**TASK BRIEF:** Copy each line below containing "一戸建て".

**DATASET RECORDS:**

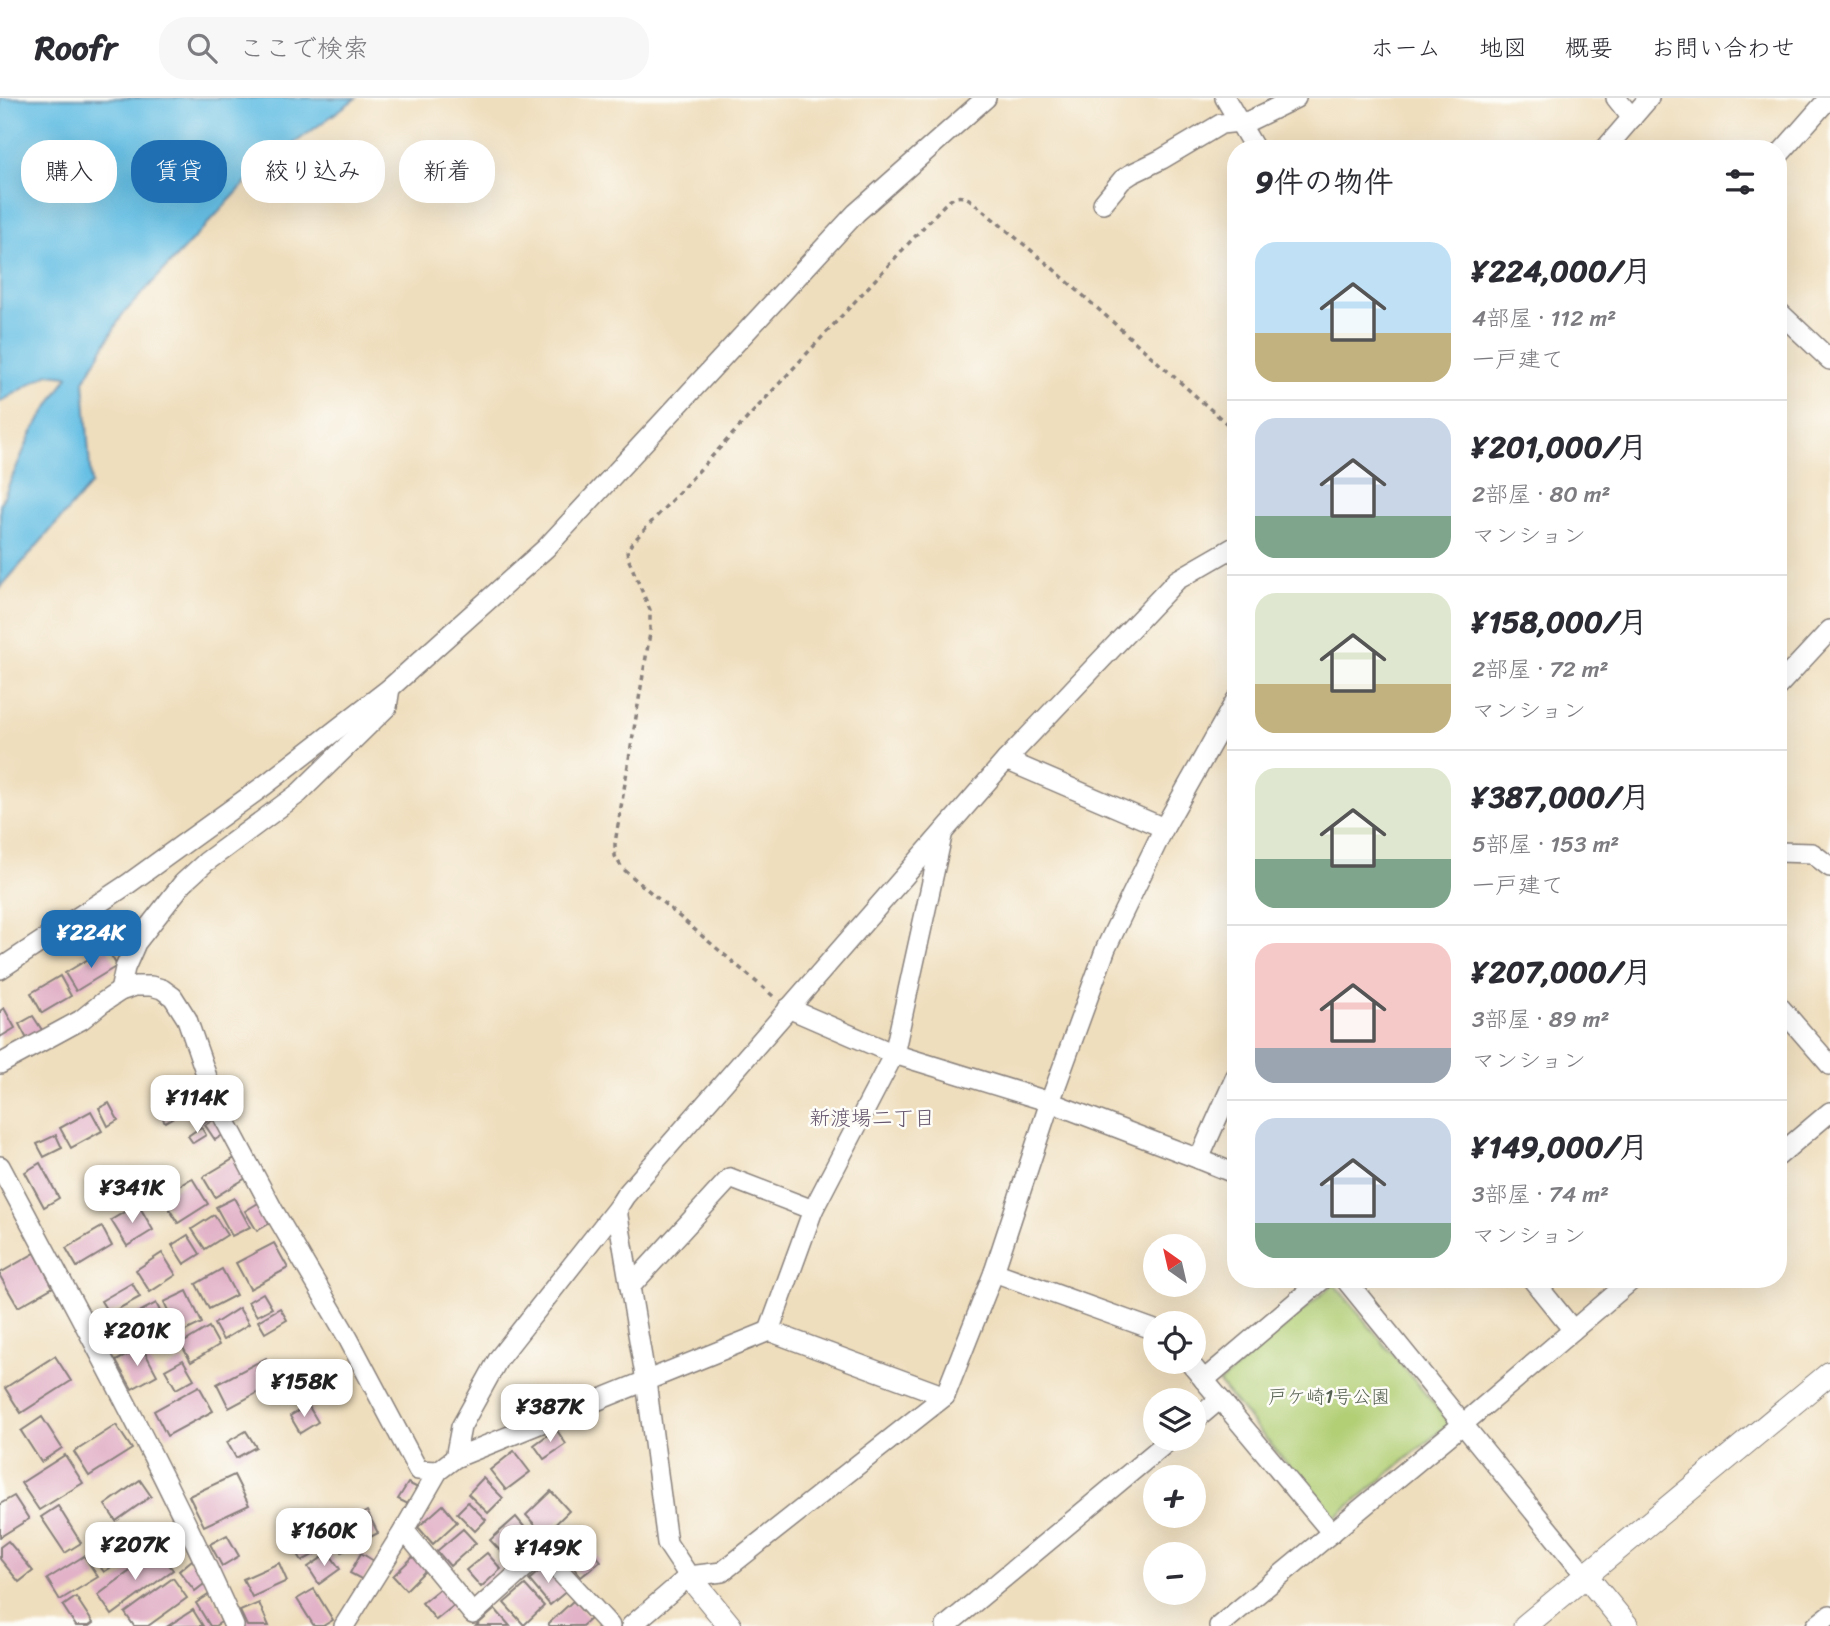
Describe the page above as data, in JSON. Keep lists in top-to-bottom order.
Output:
{
  "districts": ["新渡場二丁目"],
  "parks": ["戸ケ崎1号公園"],
  "north": "top left",
  "page": {
    "header": "Roofr",
    "search": "ここで検索",
    "nav": [
      "ホーム",
      "地図",
      "概要",
      "お問い合わせ"
    ],
    "chip": [
      "購入",
      "賃貸",
      "絞り込み",
      "新着"
    ],
    "heading": "9件の物件",
    "list": [
      {
        "name": "¥224,000/月",
        "note": "4部屋 · 112 m² · 一戸建て"
      },
      {
        "name": "¥201,000/月",
        "note": "2部屋 · 80 m² · マンション"
      },
      {
        "name": "¥158,000/月",
        "note": "2部屋 · 72 m² · マンション"
      },
      {
        "name": "¥387,000/月",
        "note": "5部屋 · 153 m² · 一戸建て"
      },
      {
        "name": "¥207,000/月",
        "note": "3部屋 · 89 m² · マンション"
      },
      {
        "name": "¥149,000/月",
        "note": "3部屋 · 74 m² · マンション"
      }
    ],
    "price": [
      "¥224K",
      "¥114K",
      "¥341K",
      "¥201K",
      "¥158K",
      "¥387K",
      "¥160K",
      "¥207K",
      "¥149K"
    ],
    "map_buttons": ["+", "−"]
  }
}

**ANSWER BOX:**
        "note": "4部屋 · 112 m² · 一戸建て"
        "note": "5部屋 · 153 m² · 一戸建て"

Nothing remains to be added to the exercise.